Agora, alguns pesquisadores dizem que o conhecimento comum da psicologia sobre o choro - o choro como uma catarse saudável - está incompleto e pode dar falsas impressões. Ter um ‘‘bom choro’’ pode e, geralmente, permite que as pessoas recuperem certo equilíbrio mental após uma perda. Mas, segundo um artigo publicado este mês na revista ‘‘Direções Atuais na Ciência Psicológica’’, isso não acontece para todo mundo.

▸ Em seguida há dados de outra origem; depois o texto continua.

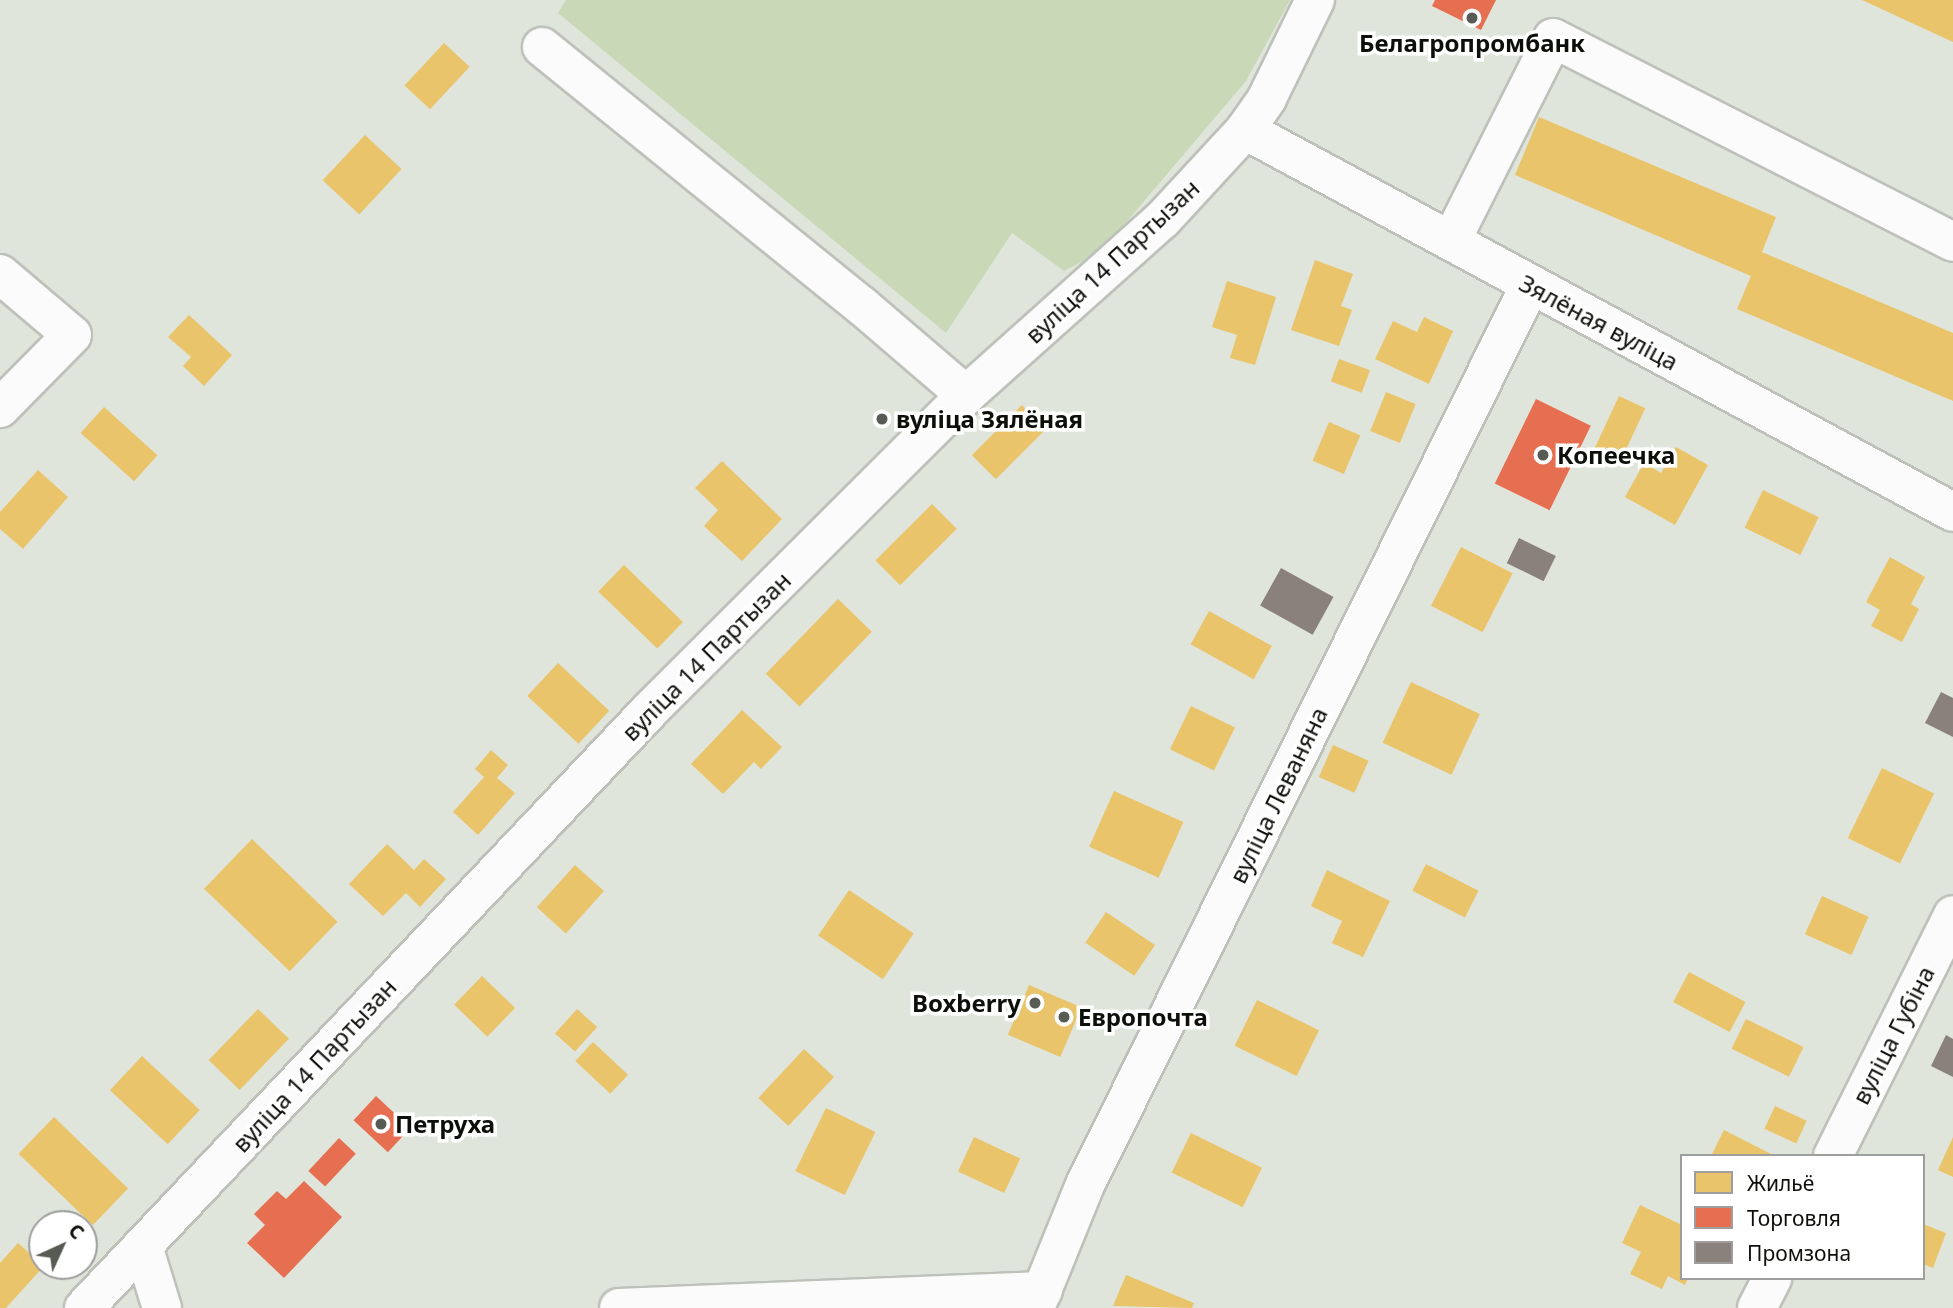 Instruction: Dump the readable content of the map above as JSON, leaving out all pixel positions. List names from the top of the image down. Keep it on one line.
{"streets":{"main road":["вуліца 14 Партызан","Зялёная вуліца","вуліца Леваняна","вуліца Губіна"]},"crossings":[["вуліца 14 Партызан","Зялёная вуліца"],["Зялёная вуліца","вуліца Леваняна"]],"places":["Белагропромбанк","вуліца Зялёная","Копеечка","Boxberry","Европочта","Петруха"],"legend":["Жильё","Торговля","Промзона"],"north":"top right"}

Colocar uma expectativa tão alta em um surto de choro muito provavelmente abre caminho para algumas pessoas ficarem emocionalmente confusas mais tarde. Contudo, as pessoas que não sabem ao certo a fonte das suas emoções - condição que em casos extremos é chamada alexitimia -, tendem a relatar menos benefícios com as lágrimas. Um dos motivos do choro pode ser impedir o pensamento. Mas, se esse sistema psicológico já estiver desajeitado, um turbilhão de lágrimas não vai ajudar quem chora.